Dans ce contexte d’affrontements mortels, le ton monte avec l’Inde, officiellement accusée de vouloir « disloquer » le Népal : du coup, Katmandou signe, en octobre, un accord d’approvisionnement en carburants avec la Chine. Plusieurs postes frontières sont rouverts, dans un contexte topographique difficile : « la route de l’amitié Népal-Chine », en plein Himalaya, est considérée comme un des plus dangereuses au monde.
Sur le plan intérieur, l’instabilité gouvernementale continue. En 2015, l’alliance des partis de gauche au Parlement parvient à faire élire à la Présidence de la république une dirigeante du PCN-MLU. Première femme à occuper cette fonction, elle procède à plusieurs réformes du code pénal : ainsi, le système de dot devient un crime. Mais l’entente entre formations majoritaires ne dure pas. En juin 2016, le chef du gouvernement est lâché par le PCN-CM (Centre maoïste), nouvelle appellation de l’ancienne guérilla après sa fusion avec des formations de la même mouvance : les maoïstes reprochent à leur partenaire de s’être peu investi dans le développement des zones les plus pauvres et dans la défense de leurs alliés Madheshi. « Prachanda » redevient alors Premier ministre, le vingt-quatrième en vingt-six ans. Mais le Congrès pro-indien reprend le poste un an plus tard et annule, en novembre 2017, un projet chinois de construction de barrage jugé peu vertueux sur les plans contractuel et environnemental. Début 2018, c’est de nouveau un membre du PCN-MLU qui accède au pouvoir, après le succès de la gauche unie au scrutin législatif de fin 2017. Victorieux, le PCN-MLU et le PCN maoïste conviennent de fusionner en un seul parti communiste et de se partager le pouvoir : la tête du gouvernement pour le chef de l’ancienne formation de centre-gauche et la direction du nouveau Parti communiste népalais (PCN) pour Prachanda, avec changement des postes au bout de deux ans et demi.

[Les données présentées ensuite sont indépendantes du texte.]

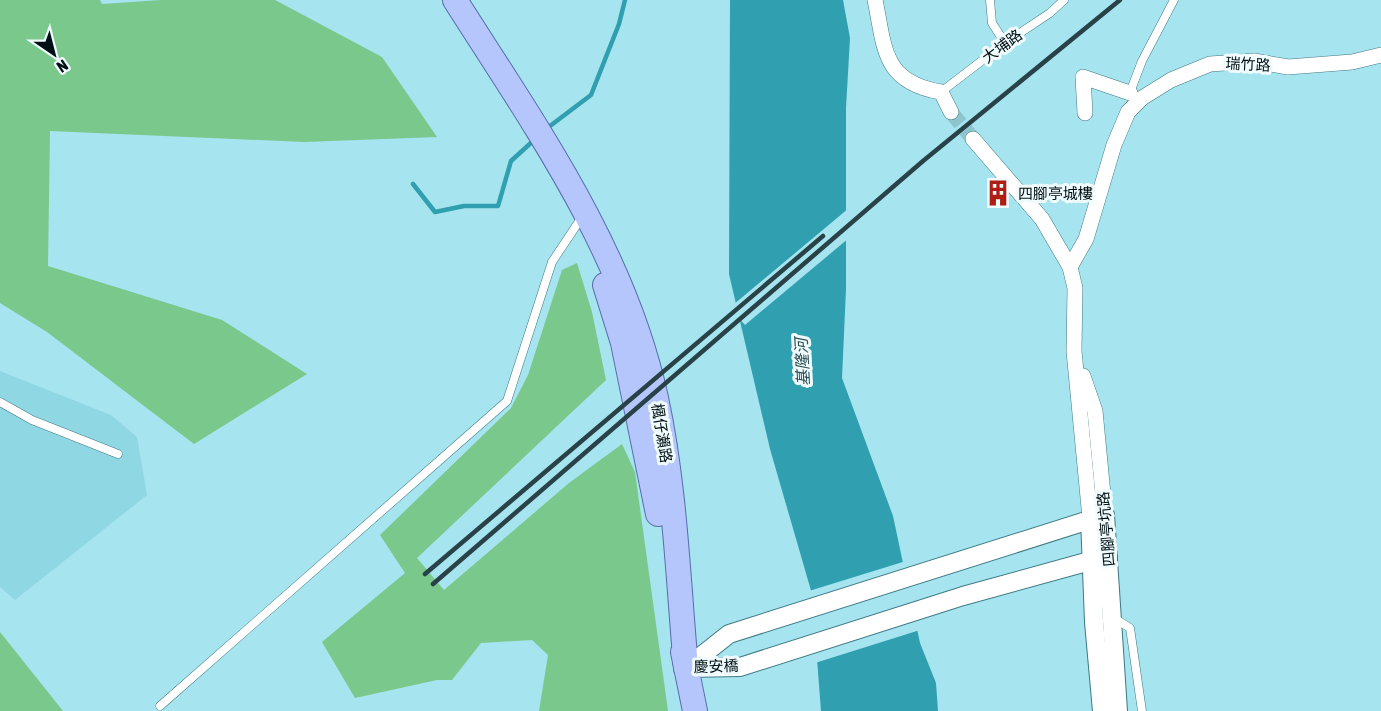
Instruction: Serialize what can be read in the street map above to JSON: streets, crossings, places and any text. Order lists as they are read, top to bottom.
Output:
{
  "streets": {
    "main road": ["楓仔瀨路"],
    "street": ["瑞竹路", "四腳亭坑路", "慶安橋"],
    "lane": ["大埔路"]
  },
  "crossings": [
    ["瑞竹路", "四腳亭坑路"],
    ["楓仔瀨路", "慶安橋"],
    ["四腳亭坑路", "慶安橋"]
  ],
  "water": ["基隆河"],
  "places": {
    "building": ["四腳亭城樓"]
  },
  "north": "bottom right"
}
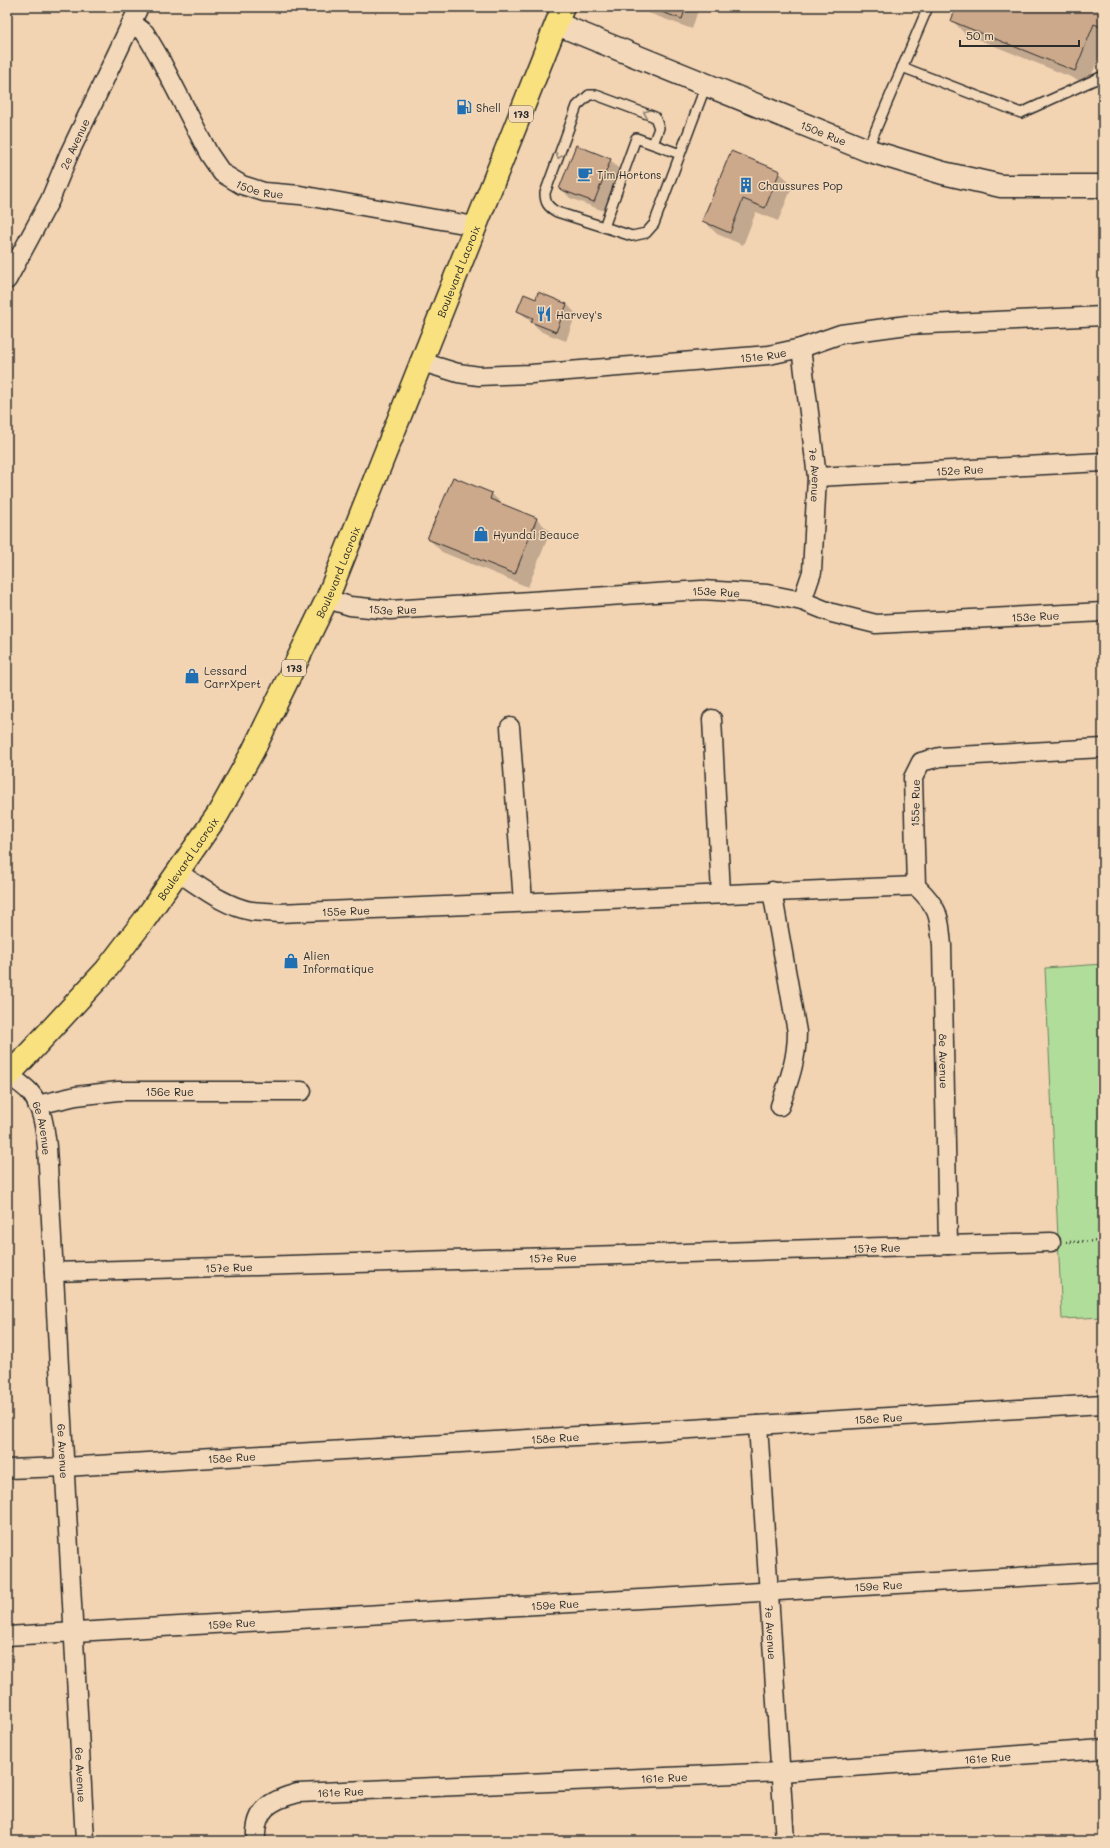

Les relations avec l’Inde restent difficiles, d’autant plus qu’un gouvernement ultranationaliste s’est installé à New-Delhi : en novembre 2019, il publie une carte officielle de l’Inde qui, non seulement englobe les Cachemire pakistanais et chinois, mais aussi un corridor népalais de 35 km² donnant accès au mont Kailash, lieu sacré de l’hindouisme. Cette région himalayenne de Kalapani (« les eaux noires », en hindi) est à la jonction de la pointe nord-ouest du Népal, de l’Etat indien de l’Uttarakhand, et de la région autonome chinoise du Tibet. En réaction, le Népal exige le retrait de la garnison indienne qui était stationnée dans le pays, à titre défensif, depuis la guerre sino-indienne de 1962. En juin 2020, c’est le Premier ministre népalais, « KP » Sharma Oli, qui publie une carte du Népal intégrant deux minuscules territoires frontaliers considérés comme indiens depuis le XIXe siècle, l’un au nord-ouest à la jonction avec la Chine et l’autre au sud, à la frontière avec le Bihar.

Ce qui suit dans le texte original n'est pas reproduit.